Difficile cependant d'oublier les 18 années passées dans cet appartement de trois pièces au 7e étage du 17, bis rue Erlanger (XVIe). Ce réveil en pleine nuit et les flammes qui léchaient déjà ses murs. «A cet étage, une corniche fait le tour de la façade. J'ai rejoint trois autres personnes qui s'y étaient réfugiées. Je ne sais pas comment j'ai pu tenir deux heures à attendre que les pompiers nous sauvent. Il ne fallait pas bouger...»

«Pour rien au monde on n'oublierait son téléphone»

Sur sa corniche, Julie a pu prendre la photo de son appartement en feu. DR
Sur sa corniche, Julie a pu prendre la photo de son appartement en feu. DR  

Avant de sortir de chez elle, Julie avait pris un sac… et son téléphone. «Pour rien au monde on n'oublierait son téléphone», souligne-t-elle. A 20 mètres au-dessus du sol, elle a appelé son ami dans le Sud. Puis son père, pendant 45 minutes. «Heureusement, il était calme. Cela m'a aidée...»
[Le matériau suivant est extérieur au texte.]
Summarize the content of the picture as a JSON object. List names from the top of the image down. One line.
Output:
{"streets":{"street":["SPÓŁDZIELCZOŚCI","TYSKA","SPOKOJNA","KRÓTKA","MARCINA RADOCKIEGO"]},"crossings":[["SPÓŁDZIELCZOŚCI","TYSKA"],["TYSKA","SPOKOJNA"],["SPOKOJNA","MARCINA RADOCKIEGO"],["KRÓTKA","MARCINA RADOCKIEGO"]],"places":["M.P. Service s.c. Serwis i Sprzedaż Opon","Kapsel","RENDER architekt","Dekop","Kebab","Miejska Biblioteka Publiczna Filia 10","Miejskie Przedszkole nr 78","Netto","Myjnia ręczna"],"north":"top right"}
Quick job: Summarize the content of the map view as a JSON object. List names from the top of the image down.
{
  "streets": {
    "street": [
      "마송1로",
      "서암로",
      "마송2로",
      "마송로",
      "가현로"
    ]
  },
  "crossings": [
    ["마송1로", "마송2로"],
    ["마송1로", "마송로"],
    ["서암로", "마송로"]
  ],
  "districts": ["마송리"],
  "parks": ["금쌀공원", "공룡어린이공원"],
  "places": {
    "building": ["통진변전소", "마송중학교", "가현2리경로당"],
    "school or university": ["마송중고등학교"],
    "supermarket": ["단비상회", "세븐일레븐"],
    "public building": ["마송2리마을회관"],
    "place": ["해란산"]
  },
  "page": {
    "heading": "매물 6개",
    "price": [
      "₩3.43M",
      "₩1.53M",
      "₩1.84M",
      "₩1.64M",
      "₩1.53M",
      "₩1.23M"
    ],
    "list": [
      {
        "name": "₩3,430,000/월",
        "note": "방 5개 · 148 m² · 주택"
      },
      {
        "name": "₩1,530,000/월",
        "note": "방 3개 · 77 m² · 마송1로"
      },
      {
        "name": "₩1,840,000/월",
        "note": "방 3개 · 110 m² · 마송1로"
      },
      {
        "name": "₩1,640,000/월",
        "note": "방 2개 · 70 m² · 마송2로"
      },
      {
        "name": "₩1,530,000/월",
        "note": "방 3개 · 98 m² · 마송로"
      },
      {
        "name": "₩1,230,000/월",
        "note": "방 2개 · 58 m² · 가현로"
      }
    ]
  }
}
Depuis, elle a retrouvé, par elle-même, un bel appartement dans le même quartier : «Mais à chaque fois que je rentre, je sais pourquoi je suis ici.» Dans les gravats de son ancien logement, elle a aussi miraculeusement retrouvé le manuscrit d'un livre de nouvelles qu'elle écrivait, alors que tout avait brûlé autour… Toutes les pages étaient imbibées d'eau. Elle a pu le reprendre dans l'espoir d'une publication. Aujourd'hui, elle pense travailler sur un second ouvrage : le récit des objets disparus dans l'incendie. Parce que vraiment, il est impossible d'oublier.